The ARIA Authoring Practices Guide has a great “Read Me First” page. It says that “No ARIA is better than Bad ARIA.” More specifically, it says that a role is a promise.

Adding a role only changes the element in the accessibility tree, which changes what it sounds like to screen readers. It does not change how the element behaves.

The classic example is adding a role of button to a div. We need to add keyboard focusability and click events to make it behave like a button.

Other form elements are similar. Adding a role of checkbox or radio to a div or a span means we need to add JavaScript to control the behaviour.

The question to ask ourselves is: can I use the HTML version instead? Can I use a button element, an input[type=“checkbox”], or input[type=“radio”] instead?

There are a few weirder ones too, such as the menu and menuitem roles. Can we use HTML instead? Well, there is a menu HTML element (surprise!). But it’s quite an unusual element. And the menuitem element has been deprecated. So our question is “Is menu the right thing for the job?” Usually it’s not.

Adding ARIA attributes is a promise

It’s not just roles that we can apply the First Rule of ARIA Use to.

I promise the experience is equivalent whether you’re using assistive technology or not.

The promise to ourselves is to add ARIA attributes when the feature is not available in HTML.

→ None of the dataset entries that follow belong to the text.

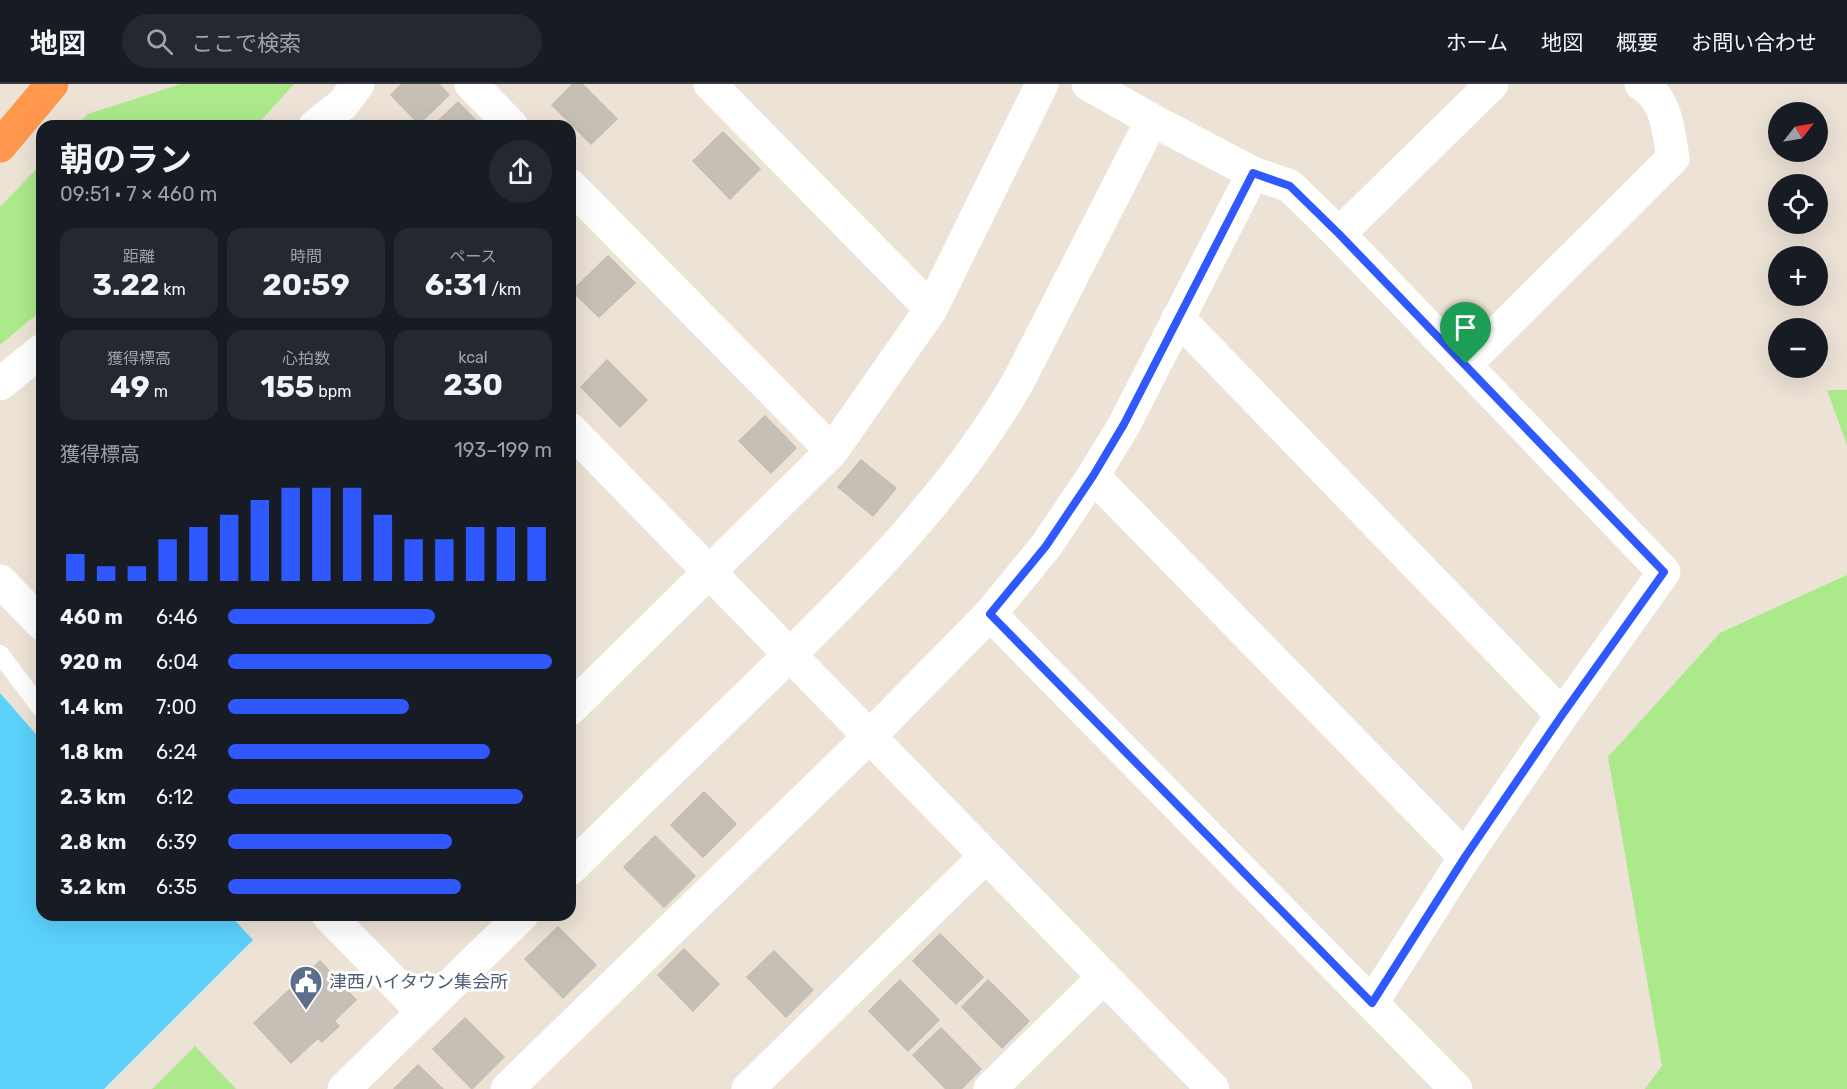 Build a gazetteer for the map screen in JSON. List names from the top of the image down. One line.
{"places":{"public building":["津西ハイタウン集会所"]},"north":"top right","page":{"header":"地図","search":"ここで検索","nav":["ホーム","地図","概要","お問い合わせ"],"map_buttons":["+","−"],"heading":["朝のラン","09:51 · 7 × 460 m"],"stats":[["距離","3.22 km"],["時間","20:59"],["ペース","6:31 /km"],["獲得標高","49 m"],["心拍数","155 bpm"],["kcal","230"]],"chart":["獲得標高","193–199 m"],"list":[{"name":"460 m","note":"6:46"},{"name":"920 m","note":"6:04"},{"name":"1.4 km","note":"7:00"},{"name":"1.8 km","note":"6:24"},{"name":"2.3 km","note":"6:12"},{"name":"2.8 km","note":"6:39"},{"name":"3.2 km","note":"6:35"}]}} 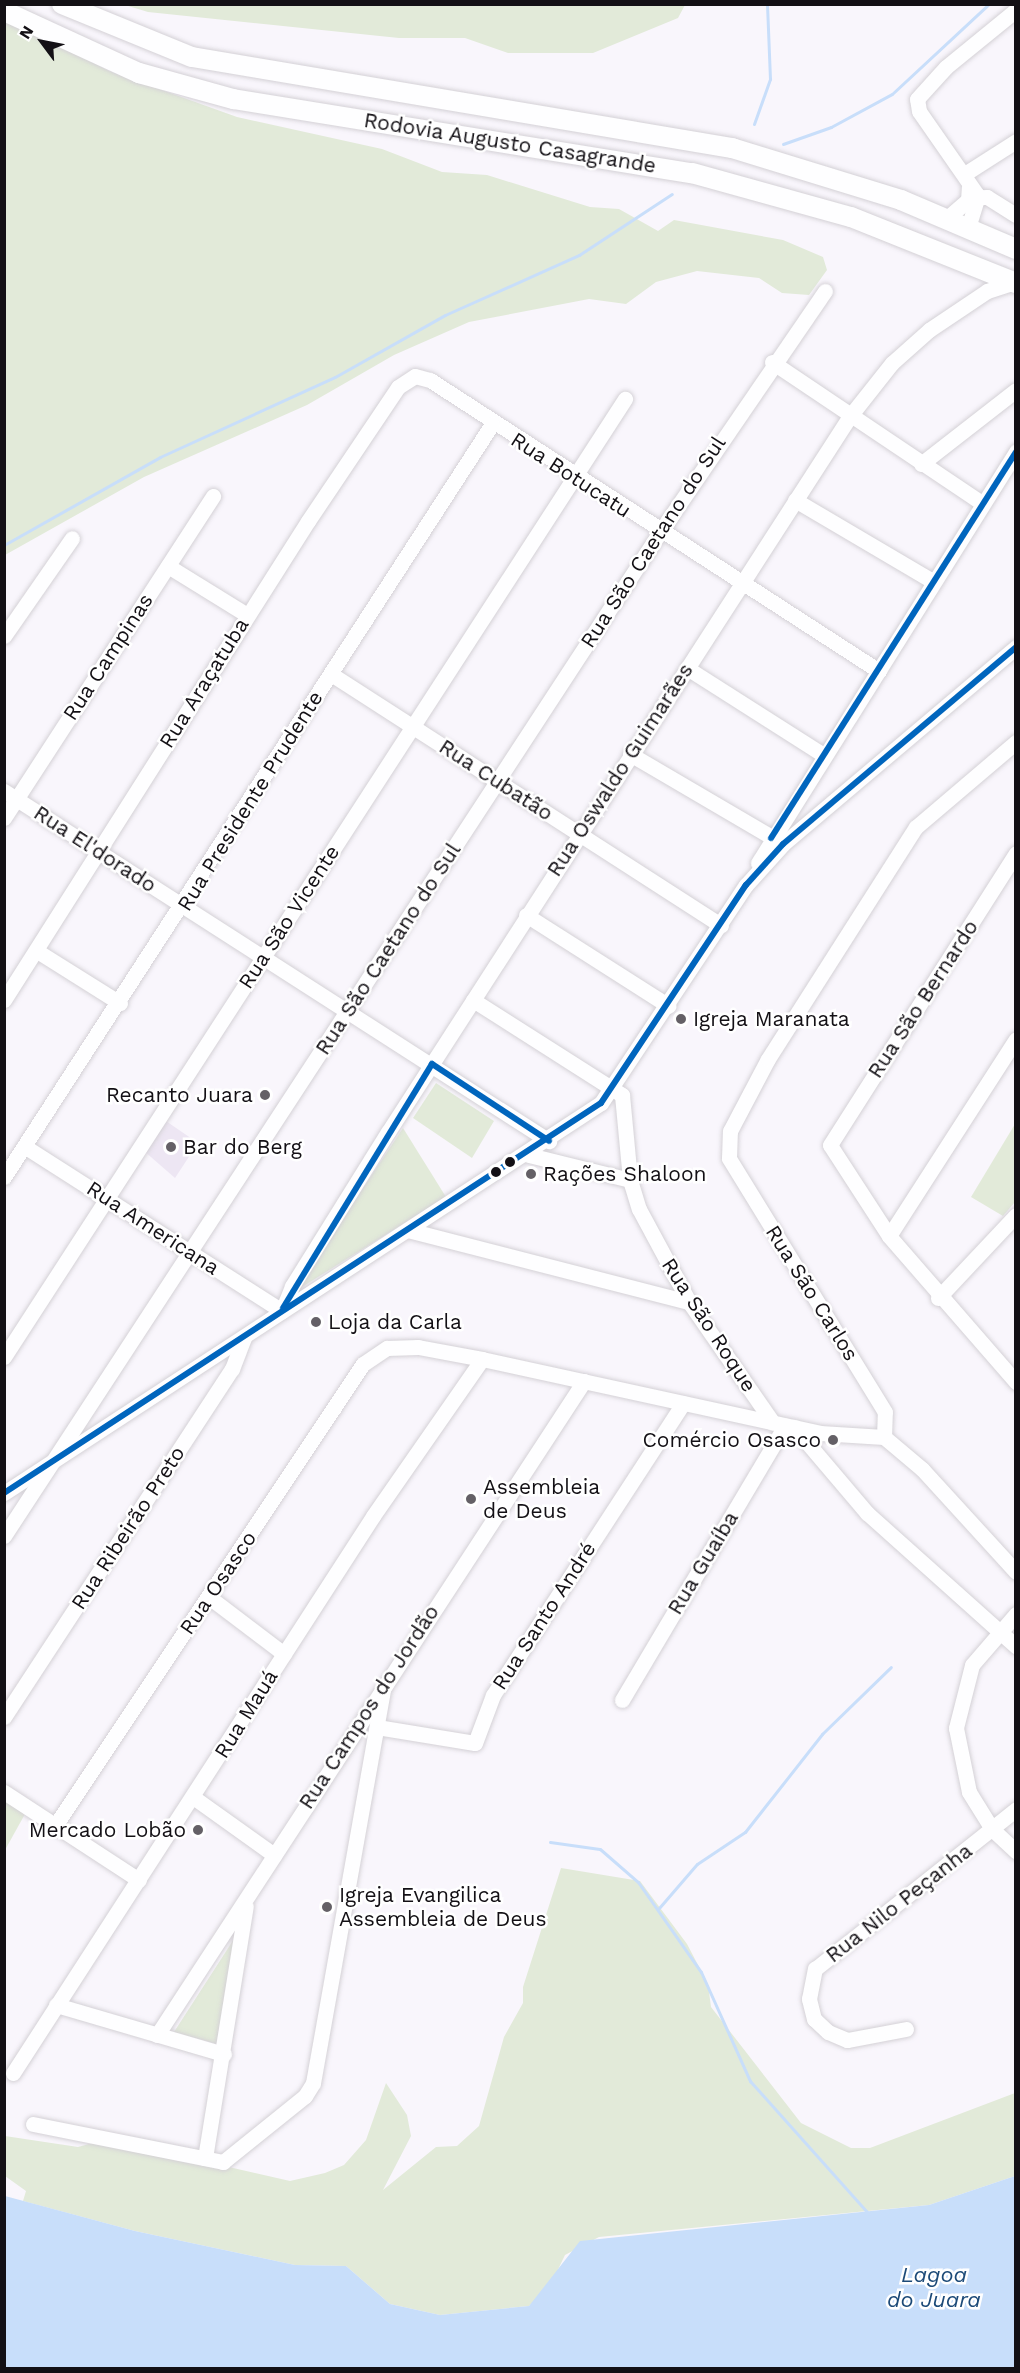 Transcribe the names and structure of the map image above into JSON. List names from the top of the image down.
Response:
{
  "streets": {
    "main road": ["Rodovia Augusto Casagrande"],
    "street": [
      "Rua Botucatu",
      "Rua São Caetano do Sul",
      "Rua Campinas",
      "Rua Araçatuba",
      "Rua Oswaldo Guimarães",
      "Rua Cubatão",
      "Rua Presidente Prudente",
      "Rua El'dorado",
      "Rua São Vicente",
      "Rua São Bernardo",
      "Rua Americana",
      "Rua São Carlos",
      "Rua São Roque",
      "Rua Ribeirão Preto",
      "Rua Guaíba",
      "Rua Osasco",
      "Rua Santo André",
      "Rua Campos do Jordão",
      "Rua Mauá",
      "Rua Nilo Peçanha"
    ]
  },
  "crossings": [
    ["Rodovia Augusto Casagrande", "Rua Oswaldo Guimarães"],
    ["Rua Botucatu", "Rua São Caetano do Sul"],
    ["Rua Botucatu", "Rua Araçatuba"],
    ["Rua Botucatu", "Rua Oswaldo Guimarães"],
    ["Rua Botucatu", "Rua Presidente Prudente"],
    ["Rua Botucatu", "Rua São Vicente"],
    ["Rua São Caetano do Sul", "Rua Cubatão"],
    ["Rua São Caetano do Sul", "Rua El'dorado"],
    ["Rua São Caetano do Sul", "Rua Americana"],
    ["Rua Campinas", "Rua El'dorado"],
    ["Rua Araçatuba", "Rua El'dorado"],
    ["Rua Oswaldo Guimarães", "Rua Cubatão"],
    ["Rua Oswaldo Guimarães", "Rua El'dorado"],
    ["Rua Oswaldo Guimarães", "Rua Americana"],
    ["Rua Cubatão", "Rua Presidente Prudente"],
    ["Rua Cubatão", "Rua São Vicente"],
    ["Rua Presidente Prudente", "Rua El'dorado"],
    ["Rua Presidente Prudente", "Rua Americana"],
    ["Rua El'dorado", "Rua São Vicente"],
    ["Rua São Vicente", "Rua Americana"],
    ["Rua São Roque", "Rua Guaíba"],
    ["Rua Osasco", "Rua Mauá"]
  ],
  "water": ["Lagoa do Juara"],
  "places": [
    "Igreja Maranata",
    "Recanto Juara",
    "Bar do Berg",
    "Rações Shaloon",
    "Loja da Carla",
    "Comércio Osasco",
    "Assembleia de Deus",
    "Mercado Lobão",
    "Igreja Evangilica Assembleia de Deus"
  ],
  "north": "top left"
}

When we use a button to show and hide some content, we need to add aria-expanded=“true|false” on the button. This communicates the shown / hidden state of the content. Some examples of this are a Disclosure, an Accordion, and a sub-menu in a navigation menu. In these cases, we’ll probably have already added the behaviour with JavaScript. Now we want to add the ARIA attributes to communicate that state to screen reader users.

Other attributes also have HTML equivalents too.

aria-label supplies an accessible name for an element. A common use case is supplying an accessible name for a field with no visible label. It’s possible to supply a (visible) accessible name to a field using the label element. The First Rule of ARIA Use tells we should use a label element instead of an aria-label attribute when we can.

Depending on how we’re using it, this can apply to aria-labelledby too.

Adding keyboard-focusability is a promise

I promise that elements that receive focus are interactive.

The Third Rule of ARIA Use says: “All interactive ARIA controls must be usable with the keyboard.” If something is interactive with a pointer device (like a mouse or trackpad), it must be interactive using the keyboard. The opposite is true too: if something is not interactive with a pointer device, it must not be interactive using the keyboard.

The APG has a page on Developing a Keyboard Interface. There are couple of great bits in there. It talks about predictability of movement: people expect that only interactive elements will receive focus. It also talks about Keyboard Navigation Between Components: “the default tab sequence of a web page includes only links and HTML form elements.

Recap

We need to be careful what we promise our users! Adding ARIA attributes is a promise that the interface will behave as expected for that role. Adding keyboard-focusability is a promise that the element is interactive.